> _Exercise description_
Every record must be retyped exactly as it reads.

> _Dataset content_
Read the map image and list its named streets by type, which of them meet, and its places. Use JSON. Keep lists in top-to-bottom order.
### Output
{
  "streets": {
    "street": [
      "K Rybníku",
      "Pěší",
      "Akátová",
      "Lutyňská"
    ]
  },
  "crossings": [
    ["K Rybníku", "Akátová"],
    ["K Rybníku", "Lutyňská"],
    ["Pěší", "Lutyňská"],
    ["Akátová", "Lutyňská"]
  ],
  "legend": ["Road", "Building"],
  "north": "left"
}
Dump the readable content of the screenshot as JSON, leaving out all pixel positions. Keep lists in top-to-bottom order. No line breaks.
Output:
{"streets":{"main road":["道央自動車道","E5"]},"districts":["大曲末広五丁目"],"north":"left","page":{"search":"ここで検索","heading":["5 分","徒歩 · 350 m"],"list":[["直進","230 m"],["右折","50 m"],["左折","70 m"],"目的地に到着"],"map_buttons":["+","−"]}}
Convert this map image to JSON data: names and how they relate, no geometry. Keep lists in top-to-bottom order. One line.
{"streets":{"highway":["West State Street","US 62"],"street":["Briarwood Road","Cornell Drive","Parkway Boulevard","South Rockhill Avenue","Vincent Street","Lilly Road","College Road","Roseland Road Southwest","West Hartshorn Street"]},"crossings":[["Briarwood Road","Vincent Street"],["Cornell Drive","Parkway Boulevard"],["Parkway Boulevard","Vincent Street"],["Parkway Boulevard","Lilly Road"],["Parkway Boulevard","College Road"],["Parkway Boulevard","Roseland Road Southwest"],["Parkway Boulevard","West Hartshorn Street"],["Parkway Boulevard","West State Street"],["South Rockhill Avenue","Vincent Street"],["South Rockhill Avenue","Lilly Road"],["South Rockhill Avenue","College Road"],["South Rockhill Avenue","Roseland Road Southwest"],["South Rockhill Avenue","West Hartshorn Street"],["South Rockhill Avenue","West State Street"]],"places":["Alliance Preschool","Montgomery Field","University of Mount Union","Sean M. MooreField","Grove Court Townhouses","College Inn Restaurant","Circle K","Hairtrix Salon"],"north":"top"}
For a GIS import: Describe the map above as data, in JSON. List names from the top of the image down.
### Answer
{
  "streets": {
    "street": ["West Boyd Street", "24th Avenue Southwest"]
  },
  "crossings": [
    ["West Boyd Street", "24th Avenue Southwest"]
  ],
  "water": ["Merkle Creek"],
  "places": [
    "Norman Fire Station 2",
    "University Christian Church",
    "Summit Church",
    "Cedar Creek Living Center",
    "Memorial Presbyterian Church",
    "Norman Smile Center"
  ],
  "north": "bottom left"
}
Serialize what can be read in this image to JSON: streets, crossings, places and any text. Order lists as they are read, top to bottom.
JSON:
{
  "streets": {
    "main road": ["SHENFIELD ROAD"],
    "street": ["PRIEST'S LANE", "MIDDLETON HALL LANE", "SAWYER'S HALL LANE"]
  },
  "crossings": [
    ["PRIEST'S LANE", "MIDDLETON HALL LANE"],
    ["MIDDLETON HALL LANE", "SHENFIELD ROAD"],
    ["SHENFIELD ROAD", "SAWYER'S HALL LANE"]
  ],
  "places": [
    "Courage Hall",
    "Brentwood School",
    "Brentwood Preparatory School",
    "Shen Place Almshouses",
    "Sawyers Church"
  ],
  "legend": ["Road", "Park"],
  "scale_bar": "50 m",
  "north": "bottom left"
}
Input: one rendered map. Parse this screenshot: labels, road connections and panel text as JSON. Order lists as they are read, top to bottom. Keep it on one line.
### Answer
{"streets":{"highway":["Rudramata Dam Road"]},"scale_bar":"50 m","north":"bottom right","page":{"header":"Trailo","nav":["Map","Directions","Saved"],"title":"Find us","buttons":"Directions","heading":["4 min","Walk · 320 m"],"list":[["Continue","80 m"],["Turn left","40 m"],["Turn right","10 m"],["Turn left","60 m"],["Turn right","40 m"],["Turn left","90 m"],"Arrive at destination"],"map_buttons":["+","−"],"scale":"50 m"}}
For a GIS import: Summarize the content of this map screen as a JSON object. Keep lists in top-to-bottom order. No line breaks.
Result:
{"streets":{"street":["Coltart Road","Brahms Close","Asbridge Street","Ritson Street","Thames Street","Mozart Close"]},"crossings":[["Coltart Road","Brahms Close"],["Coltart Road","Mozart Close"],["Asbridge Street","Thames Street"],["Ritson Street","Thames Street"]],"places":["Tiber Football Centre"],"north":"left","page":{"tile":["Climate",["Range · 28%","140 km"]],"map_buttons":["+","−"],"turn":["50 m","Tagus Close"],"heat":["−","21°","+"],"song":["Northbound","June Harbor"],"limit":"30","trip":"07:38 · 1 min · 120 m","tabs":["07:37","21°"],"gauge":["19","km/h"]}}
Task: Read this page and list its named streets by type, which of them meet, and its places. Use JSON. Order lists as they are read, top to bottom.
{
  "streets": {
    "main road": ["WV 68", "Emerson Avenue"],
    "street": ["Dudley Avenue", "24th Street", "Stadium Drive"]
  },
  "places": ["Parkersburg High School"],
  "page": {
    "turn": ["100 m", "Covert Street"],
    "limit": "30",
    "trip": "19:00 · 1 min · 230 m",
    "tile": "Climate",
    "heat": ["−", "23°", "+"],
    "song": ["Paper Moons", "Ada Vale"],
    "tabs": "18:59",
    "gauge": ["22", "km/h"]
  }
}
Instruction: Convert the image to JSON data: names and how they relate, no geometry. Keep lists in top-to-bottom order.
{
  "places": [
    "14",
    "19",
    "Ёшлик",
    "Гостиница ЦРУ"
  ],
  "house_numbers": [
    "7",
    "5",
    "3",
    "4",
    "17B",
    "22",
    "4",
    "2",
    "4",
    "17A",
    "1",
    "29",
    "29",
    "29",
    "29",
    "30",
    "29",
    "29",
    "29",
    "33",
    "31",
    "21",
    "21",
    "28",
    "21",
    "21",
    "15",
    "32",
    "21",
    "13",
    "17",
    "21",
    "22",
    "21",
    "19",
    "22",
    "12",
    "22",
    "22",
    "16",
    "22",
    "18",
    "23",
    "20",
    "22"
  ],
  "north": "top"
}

> _Result for this task_
Read the map image and list its named streets by type, which of them meet, and its places. Use JSON. Keep lists in top-to-bottom order.
### Output
{
  "streets": {
    "street": [
      "K Rybníku",
      "Pěší",
      "Akátová",
      "Lutyňská"
    ]
  },
  "crossings": [
    ["K Rybníku", "Akátová"],
    ["K Rybníku", "Lutyňská"],
    ["Pěší", "Lutyňská"],
    ["Akátová", "Lutyňská"]
  ],
  "legend": ["Road", "Building"],
  "north": "left"
}
Dump the readable content of the screenshot as JSON, leaving out all pixel positions. Keep lists in top-to-bottom order. No line breaks.
Output:
{"streets":{"main road":["道央自動車道","E5"]},"districts":["大曲末広五丁目"],"north":"left","page":{"search":"ここで検索","heading":["5 分","徒歩 · 350 m"],"list":[["直進","230 m"],["右折","50 m"],["左折","70 m"],"目的地に到着"],"map_buttons":["+","−"]}}
Convert this map image to JSON data: names and how they relate, no geometry. Keep lists in top-to-bottom order. One line.
{"streets":{"highway":["West State Street","US 62"],"street":["Briarwood Road","Cornell Drive","Parkway Boulevard","South Rockhill Avenue","Vincent Street","Lilly Road","College Road","Roseland Road Southwest","West Hartshorn Street"]},"crossings":[["Briarwood Road","Vincent Street"],["Cornell Drive","Parkway Boulevard"],["Parkway Boulevard","Vincent Street"],["Parkway Boulevard","Lilly Road"],["Parkway Boulevard","College Road"],["Parkway Boulevard","Roseland Road Southwest"],["Parkway Boulevard","West Hartshorn Street"],["Parkway Boulevard","West State Street"],["South Rockhill Avenue","Vincent Street"],["South Rockhill Avenue","Lilly Road"],["South Rockhill Avenue","College Road"],["South Rockhill Avenue","Roseland Road Southwest"],["South Rockhill Avenue","West Hartshorn Street"],["South Rockhill Avenue","West State Street"]],"places":["Alliance Preschool","Montgomery Field","University of Mount Union","Sean M. MooreField","Grove Court Townhouses","College Inn Restaurant","Circle K","Hairtrix Salon"],"north":"top"}
For a GIS import: Describe the map above as data, in JSON. List names from the top of the image down.
### Answer
{
  "streets": {
    "street": ["West Boyd Street", "24th Avenue Southwest"]
  },
  "crossings": [
    ["West Boyd Street", "24th Avenue Southwest"]
  ],
  "water": ["Merkle Creek"],
  "places": [
    "Norman Fire Station 2",
    "University Christian Church",
    "Summit Church",
    "Cedar Creek Living Center",
    "Memorial Presbyterian Church",
    "Norman Smile Center"
  ],
  "north": "bottom left"
}
Serialize what can be read in this image to JSON: streets, crossings, places and any text. Order lists as they are read, top to bottom.
JSON:
{
  "streets": {
    "main road": ["SHENFIELD ROAD"],
    "street": ["PRIEST'S LANE", "MIDDLETON HALL LANE", "SAWYER'S HALL LANE"]
  },
  "crossings": [
    ["PRIEST'S LANE", "MIDDLETON HALL LANE"],
    ["MIDDLETON HALL LANE", "SHENFIELD ROAD"],
    ["SHENFIELD ROAD", "SAWYER'S HALL LANE"]
  ],
  "places": [
    "Courage Hall",
    "Brentwood School",
    "Brentwood Preparatory School",
    "Shen Place Almshouses",
    "Sawyers Church"
  ],
  "legend": ["Road", "Park"],
  "scale_bar": "50 m",
  "north": "bottom left"
}
Input: one rendered map. Parse this screenshot: labels, road connections and panel text as JSON. Order lists as they are read, top to bottom. Keep it on one line.
### Answer
{"streets":{"highway":["Rudramata Dam Road"]},"scale_bar":"50 m","north":"bottom right","page":{"header":"Trailo","nav":["Map","Directions","Saved"],"title":"Find us","buttons":"Directions","heading":["4 min","Walk · 320 m"],"list":[["Continue","80 m"],["Turn left","40 m"],["Turn right","10 m"],["Turn left","60 m"],["Turn right","40 m"],["Turn left","90 m"],"Arrive at destination"],"map_buttons":["+","−"],"scale":"50 m"}}
For a GIS import: Summarize the content of this map screen as a JSON object. Keep lists in top-to-bottom order. No line breaks.
Result:
{"streets":{"street":["Coltart Road","Brahms Close","Asbridge Street","Ritson Street","Thames Street","Mozart Close"]},"crossings":[["Coltart Road","Brahms Close"],["Coltart Road","Mozart Close"],["Asbridge Street","Thames Street"],["Ritson Street","Thames Street"]],"places":["Tiber Football Centre"],"north":"left","page":{"tile":["Climate",["Range · 28%","140 km"]],"map_buttons":["+","−"],"turn":["50 m","Tagus Close"],"heat":["−","21°","+"],"song":["Northbound","June Harbor"],"limit":"30","trip":"07:38 · 1 min · 120 m","tabs":["07:37","21°"],"gauge":["19","km/h"]}}
Task: Read this page and list its named streets by type, which of them meet, and its places. Use JSON. Order lists as they are read, top to bottom.
{
  "streets": {
    "main road": ["WV 68", "Emerson Avenue"],
    "street": ["Dudley Avenue", "24th Street", "Stadium Drive"]
  },
  "places": ["Parkersburg High School"],
  "page": {
    "turn": ["100 m", "Covert Street"],
    "limit": "30",
    "trip": "19:00 · 1 min · 230 m",
    "tile": "Climate",
    "heat": ["−", "23°", "+"],
    "song": ["Paper Moons", "Ada Vale"],
    "tabs": "18:59",
    "gauge": ["22", "km/h"]
  }
}
Instruction: Convert the image to JSON data: names and how they relate, no geometry. Keep lists in top-to-bottom order.
{
  "places": [
    "14",
    "19",
    "Ёшлик",
    "Гостиница ЦРУ"
  ],
  "house_numbers": [
    "7",
    "5",
    "3",
    "4",
    "17B",
    "22",
    "4",
    "2",
    "4",
    "17A",
    "1",
    "29",
    "29",
    "29",
    "29",
    "30",
    "29",
    "29",
    "29",
    "33",
    "31",
    "21",
    "21",
    "28",
    "21",
    "21",
    "15",
    "32",
    "21",
    "13",
    "17",
    "21",
    "22",
    "21",
    "19",
    "22",
    "12",
    "22",
    "22",
    "16",
    "22",
    "18",
    "23",
    "20",
    "22"
  ],
  "north": "top"
}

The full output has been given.